Apologies for the delay, but to complete my series of advice, here are my final tips for maintaining a healthy computer:

  • Security – it amazes me how often I find machines that either don’t have antivirus protection, only have expired trial versions or use programmes that hog so much computer memory that it really slows the machine down. Here’s the secret: you don’t actually need any of them. Instead, consider installing CCleaner, Malwarebytes and Microsoft Security Essentials (not needed for Windows 8). Click on the individual links for installation instructions. This trinity of programmes will be more than enough for you if you scan your computer with them every week or two and keep them updated. If a virus can get through these, it will get through any of the traditional antivirus softwares like Norton or McAfee. The best bit about these is that they’re free and small, so they won’t reduce the speed of your computer or your bank balance!
  • Msconfig – This one requires a slightly more technical eye. If you go to the start menu and type in msconfig into the run command it will bring up a list of all of the programmes or processes that your computer loads when it first starts up. If you do this before you remove something like Norton antivirus, you’ll see there are five processes running and start to see why it really slows down machines with smaller memory capacity. If you don’t know what you’re doing here or someone who can help you it’s best to leave it alone. However if there is a process which you don’t need to start up straight away like Skype, iTunes updater etc then deactivate them. Applying any changes will require a computer restart, but when it does you should notice a difference in how quickly the computer loads up.

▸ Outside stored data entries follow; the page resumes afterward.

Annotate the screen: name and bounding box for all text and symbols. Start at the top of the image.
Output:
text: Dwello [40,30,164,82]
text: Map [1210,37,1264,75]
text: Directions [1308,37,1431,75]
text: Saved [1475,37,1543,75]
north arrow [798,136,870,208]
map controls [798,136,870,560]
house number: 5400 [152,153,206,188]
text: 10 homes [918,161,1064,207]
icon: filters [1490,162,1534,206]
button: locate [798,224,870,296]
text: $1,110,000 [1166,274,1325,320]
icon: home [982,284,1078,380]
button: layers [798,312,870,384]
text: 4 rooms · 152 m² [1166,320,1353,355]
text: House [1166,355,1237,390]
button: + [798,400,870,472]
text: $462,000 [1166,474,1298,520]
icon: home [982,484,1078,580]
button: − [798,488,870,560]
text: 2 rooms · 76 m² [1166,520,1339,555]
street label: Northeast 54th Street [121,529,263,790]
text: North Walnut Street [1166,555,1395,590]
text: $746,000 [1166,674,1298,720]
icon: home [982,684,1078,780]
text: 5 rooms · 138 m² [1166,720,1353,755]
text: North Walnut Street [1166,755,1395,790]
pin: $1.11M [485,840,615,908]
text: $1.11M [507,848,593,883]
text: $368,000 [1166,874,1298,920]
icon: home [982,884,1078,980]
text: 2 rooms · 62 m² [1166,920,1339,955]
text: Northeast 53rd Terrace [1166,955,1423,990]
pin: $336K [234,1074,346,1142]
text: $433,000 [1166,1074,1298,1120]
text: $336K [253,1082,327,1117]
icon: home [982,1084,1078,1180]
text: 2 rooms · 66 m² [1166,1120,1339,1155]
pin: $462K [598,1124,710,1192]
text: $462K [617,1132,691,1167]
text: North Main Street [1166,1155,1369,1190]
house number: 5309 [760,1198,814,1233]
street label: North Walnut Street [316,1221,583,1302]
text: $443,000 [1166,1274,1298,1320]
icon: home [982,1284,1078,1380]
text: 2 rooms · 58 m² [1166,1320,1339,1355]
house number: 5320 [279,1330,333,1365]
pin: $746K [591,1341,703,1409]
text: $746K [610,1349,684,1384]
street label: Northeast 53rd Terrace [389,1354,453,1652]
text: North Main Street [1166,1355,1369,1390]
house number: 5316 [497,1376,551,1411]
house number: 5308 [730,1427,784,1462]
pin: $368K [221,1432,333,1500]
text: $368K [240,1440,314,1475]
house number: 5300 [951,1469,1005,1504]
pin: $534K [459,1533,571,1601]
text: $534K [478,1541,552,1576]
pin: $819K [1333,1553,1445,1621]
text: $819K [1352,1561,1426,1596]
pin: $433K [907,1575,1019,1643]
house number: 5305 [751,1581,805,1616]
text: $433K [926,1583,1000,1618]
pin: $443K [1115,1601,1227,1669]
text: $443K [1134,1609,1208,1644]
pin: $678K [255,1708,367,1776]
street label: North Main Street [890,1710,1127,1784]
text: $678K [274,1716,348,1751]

  • Broadband Hardware – If your computer seems to be performing reasonably but you’re finding browsing online takes an age (or would be quicker for you to physically visit wherever you’re viewing!), then make sure that your broadband hardware is up to date. Like anything, these do wear out over time and need upgrading or replacing. Many broadband providers will happily give you a new default router if yours is playing up. More often than not, it’s the ADSL filter which plugs into your wall phone socket that will go first. Try replacing this first, as providers are usually more than happy to send out replacements for these too. If you can’t wait for them to send one out, you can pick one up for £5-10 pounds.
  • Have a Backup – Sometimes bad things happen. Computers are man made so like us as individuals they will never work or behave 100% of the time. So whatever you’re doing, whatever you’re storing, whatever device you have, think to yourself “if I didn’t have this, how else could I do this?”. If you have an answer, or at least the beginnings of one, then hopefully things won’t be quite as unexpected or traumatic for you if and when things go wrong. Hopefully they won’t, reliability has vastly improved in recent years across the board.

I hope some of this advice helps. If it’s still not working after all that, then yes there probably is an issue worth spending your money to have your pride and joy looked at!